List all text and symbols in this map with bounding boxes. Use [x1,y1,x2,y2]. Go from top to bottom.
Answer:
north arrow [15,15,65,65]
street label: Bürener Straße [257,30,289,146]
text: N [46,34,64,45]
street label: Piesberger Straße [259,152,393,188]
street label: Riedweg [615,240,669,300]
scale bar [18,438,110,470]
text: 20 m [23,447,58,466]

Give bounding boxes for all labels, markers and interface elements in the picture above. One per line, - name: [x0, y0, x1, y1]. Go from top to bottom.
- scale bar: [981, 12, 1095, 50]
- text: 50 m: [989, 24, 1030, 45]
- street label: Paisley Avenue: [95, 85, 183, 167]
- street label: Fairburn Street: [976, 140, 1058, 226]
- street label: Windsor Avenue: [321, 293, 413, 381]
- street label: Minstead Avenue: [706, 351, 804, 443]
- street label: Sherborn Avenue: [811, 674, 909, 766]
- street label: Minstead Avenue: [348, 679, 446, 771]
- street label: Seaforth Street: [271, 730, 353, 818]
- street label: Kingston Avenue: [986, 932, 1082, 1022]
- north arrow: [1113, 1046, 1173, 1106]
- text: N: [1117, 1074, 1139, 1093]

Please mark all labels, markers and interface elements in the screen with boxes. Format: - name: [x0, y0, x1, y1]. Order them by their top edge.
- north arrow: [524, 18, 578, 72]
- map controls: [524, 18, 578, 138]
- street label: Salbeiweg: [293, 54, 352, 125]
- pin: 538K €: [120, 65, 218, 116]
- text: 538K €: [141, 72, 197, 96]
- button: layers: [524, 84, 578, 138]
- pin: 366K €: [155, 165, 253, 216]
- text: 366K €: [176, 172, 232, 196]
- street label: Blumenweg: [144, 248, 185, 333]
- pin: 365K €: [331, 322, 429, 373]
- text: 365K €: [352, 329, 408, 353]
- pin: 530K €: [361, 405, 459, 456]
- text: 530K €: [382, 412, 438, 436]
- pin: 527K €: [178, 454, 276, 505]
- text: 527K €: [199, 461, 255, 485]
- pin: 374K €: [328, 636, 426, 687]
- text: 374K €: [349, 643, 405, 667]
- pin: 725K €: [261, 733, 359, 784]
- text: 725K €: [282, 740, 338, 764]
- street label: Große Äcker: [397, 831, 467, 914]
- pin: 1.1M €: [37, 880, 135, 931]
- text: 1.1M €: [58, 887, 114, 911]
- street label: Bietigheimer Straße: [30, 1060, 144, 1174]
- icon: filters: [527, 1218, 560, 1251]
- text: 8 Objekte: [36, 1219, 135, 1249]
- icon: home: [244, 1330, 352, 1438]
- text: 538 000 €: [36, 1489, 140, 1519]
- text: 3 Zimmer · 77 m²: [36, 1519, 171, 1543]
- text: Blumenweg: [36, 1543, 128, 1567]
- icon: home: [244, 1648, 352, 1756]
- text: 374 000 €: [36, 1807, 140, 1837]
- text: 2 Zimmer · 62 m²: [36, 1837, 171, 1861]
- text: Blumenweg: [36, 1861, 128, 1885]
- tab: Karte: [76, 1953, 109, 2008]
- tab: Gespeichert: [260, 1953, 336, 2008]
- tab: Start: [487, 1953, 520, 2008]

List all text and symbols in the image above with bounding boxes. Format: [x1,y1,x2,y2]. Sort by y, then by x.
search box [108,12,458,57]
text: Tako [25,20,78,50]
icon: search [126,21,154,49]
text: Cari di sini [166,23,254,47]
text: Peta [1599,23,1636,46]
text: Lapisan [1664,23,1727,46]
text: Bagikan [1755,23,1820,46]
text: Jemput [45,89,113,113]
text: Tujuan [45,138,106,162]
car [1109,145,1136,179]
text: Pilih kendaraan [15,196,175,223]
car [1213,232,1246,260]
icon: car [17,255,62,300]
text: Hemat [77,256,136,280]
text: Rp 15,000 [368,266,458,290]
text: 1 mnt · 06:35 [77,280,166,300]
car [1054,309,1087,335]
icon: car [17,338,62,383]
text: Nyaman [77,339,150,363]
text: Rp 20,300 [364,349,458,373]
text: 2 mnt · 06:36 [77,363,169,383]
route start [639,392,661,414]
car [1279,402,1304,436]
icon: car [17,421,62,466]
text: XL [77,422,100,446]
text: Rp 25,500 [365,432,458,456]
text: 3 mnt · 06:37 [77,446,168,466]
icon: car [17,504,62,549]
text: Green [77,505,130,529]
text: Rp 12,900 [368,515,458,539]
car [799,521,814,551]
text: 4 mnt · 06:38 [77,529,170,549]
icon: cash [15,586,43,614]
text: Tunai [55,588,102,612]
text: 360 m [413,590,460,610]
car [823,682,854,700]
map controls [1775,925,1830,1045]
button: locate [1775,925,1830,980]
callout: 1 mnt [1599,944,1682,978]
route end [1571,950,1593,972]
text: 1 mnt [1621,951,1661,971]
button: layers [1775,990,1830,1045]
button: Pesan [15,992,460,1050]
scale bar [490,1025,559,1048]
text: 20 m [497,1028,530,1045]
________________________________________
■ ACTION ITEM:
Output the full listing without altering anything.

■ TASK ANSWER:
List all text and symbols in this map with bounding boxes. Use [x1,y1,x2,y2]. Go from top to bottom.
Answer:
north arrow [15,15,65,65]
street label: Bürener Straße [257,30,289,146]
text: N [46,34,64,45]
street label: Piesberger Straße [259,152,393,188]
street label: Riedweg [615,240,669,300]
scale bar [18,438,110,470]
text: 20 m [23,447,58,466]

Give bounding boxes for all labels, markers and interface elements in the picture above. One per line, - name: [x0, y0, x1, y1]. Go from top to bottom.
- scale bar: [981, 12, 1095, 50]
- text: 50 m: [989, 24, 1030, 45]
- street label: Paisley Avenue: [95, 85, 183, 167]
- street label: Fairburn Street: [976, 140, 1058, 226]
- street label: Windsor Avenue: [321, 293, 413, 381]
- street label: Minstead Avenue: [706, 351, 804, 443]
- street label: Sherborn Avenue: [811, 674, 909, 766]
- street label: Minstead Avenue: [348, 679, 446, 771]
- street label: Seaforth Street: [271, 730, 353, 818]
- street label: Kingston Avenue: [986, 932, 1082, 1022]
- north arrow: [1113, 1046, 1173, 1106]
- text: N: [1117, 1074, 1139, 1093]

Please mark all labels, markers and interface elements in the screen with boxes. Format: - name: [x0, y0, x1, y1]. Order them by their top edge.
- north arrow: [524, 18, 578, 72]
- map controls: [524, 18, 578, 138]
- street label: Salbeiweg: [293, 54, 352, 125]
- pin: 538K €: [120, 65, 218, 116]
- text: 538K €: [141, 72, 197, 96]
- button: layers: [524, 84, 578, 138]
- pin: 366K €: [155, 165, 253, 216]
- text: 366K €: [176, 172, 232, 196]
- street label: Blumenweg: [144, 248, 185, 333]
- pin: 365K €: [331, 322, 429, 373]
- text: 365K €: [352, 329, 408, 353]
- pin: 530K €: [361, 405, 459, 456]
- text: 530K €: [382, 412, 438, 436]
- pin: 527K €: [178, 454, 276, 505]
- text: 527K €: [199, 461, 255, 485]
- pin: 374K €: [328, 636, 426, 687]
- text: 374K €: [349, 643, 405, 667]
- pin: 725K €: [261, 733, 359, 784]
- text: 725K €: [282, 740, 338, 764]
- street label: Große Äcker: [397, 831, 467, 914]
- pin: 1.1M €: [37, 880, 135, 931]
- text: 1.1M €: [58, 887, 114, 911]
- street label: Bietigheimer Straße: [30, 1060, 144, 1174]
- icon: filters: [527, 1218, 560, 1251]
- text: 8 Objekte: [36, 1219, 135, 1249]
- icon: home: [244, 1330, 352, 1438]
- text: 538 000 €: [36, 1489, 140, 1519]
- text: 3 Zimmer · 77 m²: [36, 1519, 171, 1543]
- text: Blumenweg: [36, 1543, 128, 1567]
- icon: home: [244, 1648, 352, 1756]
- text: 374 000 €: [36, 1807, 140, 1837]
- text: 2 Zimmer · 62 m²: [36, 1837, 171, 1861]
- text: Blumenweg: [36, 1861, 128, 1885]
- tab: Karte: [76, 1953, 109, 2008]
- tab: Gespeichert: [260, 1953, 336, 2008]
- tab: Start: [487, 1953, 520, 2008]

List all text and symbols in the image above with bounding boxes. Format: [x1,y1,x2,y2]. Sort by y, then by x.
search box [108,12,458,57]
text: Tako [25,20,78,50]
icon: search [126,21,154,49]
text: Cari di sini [166,23,254,47]
text: Peta [1599,23,1636,46]
text: Lapisan [1664,23,1727,46]
text: Bagikan [1755,23,1820,46]
text: Jemput [45,89,113,113]
text: Tujuan [45,138,106,162]
car [1109,145,1136,179]
text: Pilih kendaraan [15,196,175,223]
car [1213,232,1246,260]
icon: car [17,255,62,300]
text: Hemat [77,256,136,280]
text: Rp 15,000 [368,266,458,290]
text: 1 mnt · 06:35 [77,280,166,300]
car [1054,309,1087,335]
icon: car [17,338,62,383]
text: Nyaman [77,339,150,363]
text: Rp 20,300 [364,349,458,373]
text: 2 mnt · 06:36 [77,363,169,383]
route start [639,392,661,414]
car [1279,402,1304,436]
icon: car [17,421,62,466]
text: XL [77,422,100,446]
text: Rp 25,500 [365,432,458,456]
text: 3 mnt · 06:37 [77,446,168,466]
icon: car [17,504,62,549]
text: Green [77,505,130,529]
text: Rp 12,900 [368,515,458,539]
car [799,521,814,551]
text: 4 mnt · 06:38 [77,529,170,549]
icon: cash [15,586,43,614]
text: Tunai [55,588,102,612]
text: 360 m [413,590,460,610]
car [823,682,854,700]
map controls [1775,925,1830,1045]
button: locate [1775,925,1830,980]
callout: 1 mnt [1599,944,1682,978]
route end [1571,950,1593,972]
text: 1 mnt [1621,951,1661,971]
button: layers [1775,990,1830,1045]
button: Pesan [15,992,460,1050]
scale bar [490,1025,559,1048]
text: 20 m [497,1028,530,1045]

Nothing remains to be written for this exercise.